On weekends, loitering in the foyer as you wait for your number be yelled out deli-style is a given. Even for an early midweek lunch we’re ushered onto the second floor, the main dining room already packed with retirees gossiping about their grandchildren’s love lives over chrysanthemum tea and chicken feet.
The relentless busyness of Sunny Harbour means their dimsums are always fresh, with popular items barely ever making more than a single lap of the room. Prawn and spinach crystal dumplings are piping hot and generously stuffed, with skins just sticky enough to hold their weight. Fluffy barbecue pork buns reveal satisfying chunks of meat within, far from the over-sweet gloop that appears in all-too-common inferior versions.
Branch outside the usual yum cha hit list with the sticky rice in lotus leaf, a lunchtime gift unwrapping that reveals a fragrant bundle of joy dotted with chicken, slivers of shiitake mushroom and egg yolk.
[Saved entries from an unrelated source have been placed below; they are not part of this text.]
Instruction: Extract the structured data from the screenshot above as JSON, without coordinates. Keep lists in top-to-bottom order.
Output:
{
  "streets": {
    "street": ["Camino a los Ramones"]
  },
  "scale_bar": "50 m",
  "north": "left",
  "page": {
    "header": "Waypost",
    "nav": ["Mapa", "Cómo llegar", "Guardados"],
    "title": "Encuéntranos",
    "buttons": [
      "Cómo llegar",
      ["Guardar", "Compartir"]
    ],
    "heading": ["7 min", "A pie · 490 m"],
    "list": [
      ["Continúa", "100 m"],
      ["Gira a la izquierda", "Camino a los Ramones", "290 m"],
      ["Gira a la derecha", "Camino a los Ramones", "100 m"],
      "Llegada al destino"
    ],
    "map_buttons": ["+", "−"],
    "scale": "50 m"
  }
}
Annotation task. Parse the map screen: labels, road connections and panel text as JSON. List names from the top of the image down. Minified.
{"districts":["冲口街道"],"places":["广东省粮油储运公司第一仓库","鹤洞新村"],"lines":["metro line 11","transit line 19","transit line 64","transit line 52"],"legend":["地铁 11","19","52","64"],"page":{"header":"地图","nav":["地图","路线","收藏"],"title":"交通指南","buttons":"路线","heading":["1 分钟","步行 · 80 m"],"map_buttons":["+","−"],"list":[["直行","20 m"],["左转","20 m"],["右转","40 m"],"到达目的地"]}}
Take it one step further with stewed beef tendon, unrelentingly gelatinous lengths that deeply soak up their sweet soy, garlic and radish marinade. If all the gnarly bits get a bit much, make like the hungry caterpillar and recalibrate with a plate of crunchy blanched Chinese broccoli dressed liberally in oyster sauce before finishing with the must-order mango pancake – Sunny Harbor’s is is one of the best renditions in the city.
If you’re not a native Cantonese speaker, just point and nod, because the trolley ladies can and will make fun of your mangled pronunciation of cheong fun (steamed rice noodles) and ham sui gok (fried pork dumplings). If you ever wanted to be laughed at by a middle aged Chinese woman wearing a gold brocade vest and a serious perm, here’s your chance.
Sunny Harbour is by no means the most refined yum cha in Sydney, but it’s enduringly popular for two reasons: the food is inexpensive and good, and there’s legacy here. It’s probably the place you, your parents, and your grandparents went to eat from primary school to adulthood. For Hurstville locals Sunny Harbour’s always been the traditional spot for Sunday yum cha, and with all storeys heaving and no signs of slowing down, it could still become your tradition too.